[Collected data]
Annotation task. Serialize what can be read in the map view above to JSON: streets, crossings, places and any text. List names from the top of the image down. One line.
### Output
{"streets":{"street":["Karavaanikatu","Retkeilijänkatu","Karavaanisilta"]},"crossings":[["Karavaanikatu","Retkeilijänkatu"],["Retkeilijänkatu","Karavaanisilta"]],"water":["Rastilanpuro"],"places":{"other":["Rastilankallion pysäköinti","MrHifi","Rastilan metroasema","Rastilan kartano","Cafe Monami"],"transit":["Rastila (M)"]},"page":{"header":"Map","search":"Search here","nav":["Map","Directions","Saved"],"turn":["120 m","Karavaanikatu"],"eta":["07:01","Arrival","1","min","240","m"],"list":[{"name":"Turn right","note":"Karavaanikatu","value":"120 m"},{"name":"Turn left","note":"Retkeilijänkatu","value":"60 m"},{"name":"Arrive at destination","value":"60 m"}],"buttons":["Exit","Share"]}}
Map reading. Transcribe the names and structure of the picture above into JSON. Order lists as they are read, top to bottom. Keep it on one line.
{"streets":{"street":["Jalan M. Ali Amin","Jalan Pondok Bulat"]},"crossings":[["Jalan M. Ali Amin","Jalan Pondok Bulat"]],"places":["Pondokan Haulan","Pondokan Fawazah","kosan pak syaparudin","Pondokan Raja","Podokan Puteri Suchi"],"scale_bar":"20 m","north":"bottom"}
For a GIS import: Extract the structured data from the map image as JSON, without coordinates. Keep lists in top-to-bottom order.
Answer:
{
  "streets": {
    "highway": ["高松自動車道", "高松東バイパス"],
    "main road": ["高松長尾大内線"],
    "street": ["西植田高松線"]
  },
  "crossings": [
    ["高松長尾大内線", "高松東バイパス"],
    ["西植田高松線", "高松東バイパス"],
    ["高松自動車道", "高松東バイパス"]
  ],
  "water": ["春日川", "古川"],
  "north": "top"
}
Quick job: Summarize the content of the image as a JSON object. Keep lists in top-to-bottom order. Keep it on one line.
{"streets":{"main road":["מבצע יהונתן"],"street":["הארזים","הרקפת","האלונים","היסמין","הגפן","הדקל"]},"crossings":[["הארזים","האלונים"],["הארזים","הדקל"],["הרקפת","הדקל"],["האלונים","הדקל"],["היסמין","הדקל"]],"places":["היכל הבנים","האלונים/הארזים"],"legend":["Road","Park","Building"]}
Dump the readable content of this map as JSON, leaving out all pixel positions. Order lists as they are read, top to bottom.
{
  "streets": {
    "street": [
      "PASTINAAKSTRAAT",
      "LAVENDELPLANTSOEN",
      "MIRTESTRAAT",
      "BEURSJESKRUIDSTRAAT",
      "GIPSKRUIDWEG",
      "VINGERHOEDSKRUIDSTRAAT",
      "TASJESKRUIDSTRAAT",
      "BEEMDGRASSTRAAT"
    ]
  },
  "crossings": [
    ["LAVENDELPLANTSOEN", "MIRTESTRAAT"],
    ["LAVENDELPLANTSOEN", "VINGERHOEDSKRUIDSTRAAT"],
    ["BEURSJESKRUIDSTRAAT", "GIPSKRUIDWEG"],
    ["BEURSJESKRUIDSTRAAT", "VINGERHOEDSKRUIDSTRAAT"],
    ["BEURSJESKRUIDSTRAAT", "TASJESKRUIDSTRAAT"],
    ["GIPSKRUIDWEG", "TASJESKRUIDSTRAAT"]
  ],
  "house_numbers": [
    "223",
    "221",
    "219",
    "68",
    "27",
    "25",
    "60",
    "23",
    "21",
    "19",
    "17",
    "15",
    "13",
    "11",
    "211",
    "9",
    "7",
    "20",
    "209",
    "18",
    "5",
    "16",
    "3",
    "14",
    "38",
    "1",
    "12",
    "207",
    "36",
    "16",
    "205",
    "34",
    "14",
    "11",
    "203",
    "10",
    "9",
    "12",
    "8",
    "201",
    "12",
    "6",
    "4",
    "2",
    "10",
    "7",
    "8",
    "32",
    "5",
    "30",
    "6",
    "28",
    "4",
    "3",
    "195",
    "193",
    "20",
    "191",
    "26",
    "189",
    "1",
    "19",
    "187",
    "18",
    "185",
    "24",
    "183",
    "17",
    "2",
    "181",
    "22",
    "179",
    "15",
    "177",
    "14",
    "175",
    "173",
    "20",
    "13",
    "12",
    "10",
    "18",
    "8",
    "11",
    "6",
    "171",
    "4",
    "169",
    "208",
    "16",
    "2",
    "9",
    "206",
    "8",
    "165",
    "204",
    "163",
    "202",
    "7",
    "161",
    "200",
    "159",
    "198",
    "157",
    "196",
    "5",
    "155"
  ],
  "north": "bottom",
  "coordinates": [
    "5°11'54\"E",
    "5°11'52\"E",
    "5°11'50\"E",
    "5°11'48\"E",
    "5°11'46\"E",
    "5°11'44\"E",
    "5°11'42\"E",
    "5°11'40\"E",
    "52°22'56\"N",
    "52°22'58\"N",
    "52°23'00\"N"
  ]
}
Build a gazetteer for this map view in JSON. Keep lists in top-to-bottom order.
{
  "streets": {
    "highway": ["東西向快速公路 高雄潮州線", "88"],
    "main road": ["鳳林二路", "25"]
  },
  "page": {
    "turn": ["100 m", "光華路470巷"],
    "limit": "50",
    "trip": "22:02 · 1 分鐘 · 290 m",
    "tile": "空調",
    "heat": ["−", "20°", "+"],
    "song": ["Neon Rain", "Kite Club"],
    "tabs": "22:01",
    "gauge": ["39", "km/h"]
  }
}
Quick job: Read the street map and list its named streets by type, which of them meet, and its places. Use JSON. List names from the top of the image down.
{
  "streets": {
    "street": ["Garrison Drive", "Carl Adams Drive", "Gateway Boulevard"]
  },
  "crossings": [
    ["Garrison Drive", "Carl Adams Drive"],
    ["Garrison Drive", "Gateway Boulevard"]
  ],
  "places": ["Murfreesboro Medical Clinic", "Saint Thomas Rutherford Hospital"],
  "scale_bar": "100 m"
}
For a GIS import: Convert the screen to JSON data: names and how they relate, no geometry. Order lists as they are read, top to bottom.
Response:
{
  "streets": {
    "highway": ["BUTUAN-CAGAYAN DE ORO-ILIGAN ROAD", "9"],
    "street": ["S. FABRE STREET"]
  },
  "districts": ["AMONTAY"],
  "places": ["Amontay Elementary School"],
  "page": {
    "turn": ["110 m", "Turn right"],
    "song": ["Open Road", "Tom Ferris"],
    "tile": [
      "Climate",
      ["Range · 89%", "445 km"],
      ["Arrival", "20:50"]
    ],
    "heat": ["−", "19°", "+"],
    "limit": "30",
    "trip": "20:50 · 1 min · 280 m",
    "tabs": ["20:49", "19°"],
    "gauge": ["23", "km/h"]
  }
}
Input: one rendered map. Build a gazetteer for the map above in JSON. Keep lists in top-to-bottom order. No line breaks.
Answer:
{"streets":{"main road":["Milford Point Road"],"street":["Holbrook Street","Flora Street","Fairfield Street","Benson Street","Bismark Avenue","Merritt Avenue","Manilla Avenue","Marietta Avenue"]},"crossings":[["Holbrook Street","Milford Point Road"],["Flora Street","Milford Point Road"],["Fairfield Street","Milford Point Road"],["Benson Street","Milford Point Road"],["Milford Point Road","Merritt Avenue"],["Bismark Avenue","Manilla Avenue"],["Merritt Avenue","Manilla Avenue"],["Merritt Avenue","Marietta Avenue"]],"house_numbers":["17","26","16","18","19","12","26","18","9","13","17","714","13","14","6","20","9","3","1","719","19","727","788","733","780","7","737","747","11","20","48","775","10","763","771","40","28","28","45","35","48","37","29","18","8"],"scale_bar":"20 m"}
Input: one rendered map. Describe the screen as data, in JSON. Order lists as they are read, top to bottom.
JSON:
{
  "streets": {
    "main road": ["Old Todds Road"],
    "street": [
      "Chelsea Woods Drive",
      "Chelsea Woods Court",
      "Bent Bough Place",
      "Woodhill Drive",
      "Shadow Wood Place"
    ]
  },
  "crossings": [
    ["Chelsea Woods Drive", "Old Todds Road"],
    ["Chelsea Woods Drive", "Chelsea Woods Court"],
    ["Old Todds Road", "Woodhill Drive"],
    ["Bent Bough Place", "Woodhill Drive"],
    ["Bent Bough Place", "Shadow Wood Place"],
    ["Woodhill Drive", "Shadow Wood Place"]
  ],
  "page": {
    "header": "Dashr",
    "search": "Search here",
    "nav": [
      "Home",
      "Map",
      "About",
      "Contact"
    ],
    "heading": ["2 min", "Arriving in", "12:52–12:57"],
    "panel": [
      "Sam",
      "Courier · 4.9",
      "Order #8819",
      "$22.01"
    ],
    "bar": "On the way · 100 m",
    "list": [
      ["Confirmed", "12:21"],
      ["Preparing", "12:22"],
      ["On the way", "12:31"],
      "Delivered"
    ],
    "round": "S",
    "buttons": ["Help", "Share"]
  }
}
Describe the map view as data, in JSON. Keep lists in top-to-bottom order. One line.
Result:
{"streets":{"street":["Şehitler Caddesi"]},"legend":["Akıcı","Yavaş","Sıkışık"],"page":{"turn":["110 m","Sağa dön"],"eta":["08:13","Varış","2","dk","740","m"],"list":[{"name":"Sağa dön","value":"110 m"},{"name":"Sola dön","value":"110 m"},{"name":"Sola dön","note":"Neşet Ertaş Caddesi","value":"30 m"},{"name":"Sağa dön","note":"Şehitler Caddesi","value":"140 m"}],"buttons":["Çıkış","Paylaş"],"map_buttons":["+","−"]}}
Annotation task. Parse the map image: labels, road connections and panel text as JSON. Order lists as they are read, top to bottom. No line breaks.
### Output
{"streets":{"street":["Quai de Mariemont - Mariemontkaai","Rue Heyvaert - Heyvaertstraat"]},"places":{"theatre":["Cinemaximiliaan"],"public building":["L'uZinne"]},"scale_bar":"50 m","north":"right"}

▶ [WHAT TO DO]
Could you retype exactly the lines above, starting at the line that contains "For a GIS import: Convert" and ending at the line that contains "Input: one rendered map. Build", and nothing more?

▶ [THE ANSWER]
For a GIS import: Convert the screen to JSON data: names and how they relate, no geometry. Order lists as they are read, top to bottom.
Response:
{
  "streets": {
    "highway": ["BUTUAN-CAGAYAN DE ORO-ILIGAN ROAD", "9"],
    "street": ["S. FABRE STREET"]
  },
  "districts": ["AMONTAY"],
  "places": ["Amontay Elementary School"],
  "page": {
    "turn": ["110 m", "Turn right"],
    "song": ["Open Road", "Tom Ferris"],
    "tile": [
      "Climate",
      ["Range · 89%", "445 km"],
      ["Arrival", "20:50"]
    ],
    "heat": ["−", "19°", "+"],
    "limit": "30",
    "trip": "20:50 · 1 min · 280 m",
    "tabs": ["20:49", "19°"],
    "gauge": ["23", "km/h"]
  }
}
Input: one rendered map. Build a gazetteer for the map above in JSON. Keep lists in top-to-bottom order. No line breaks.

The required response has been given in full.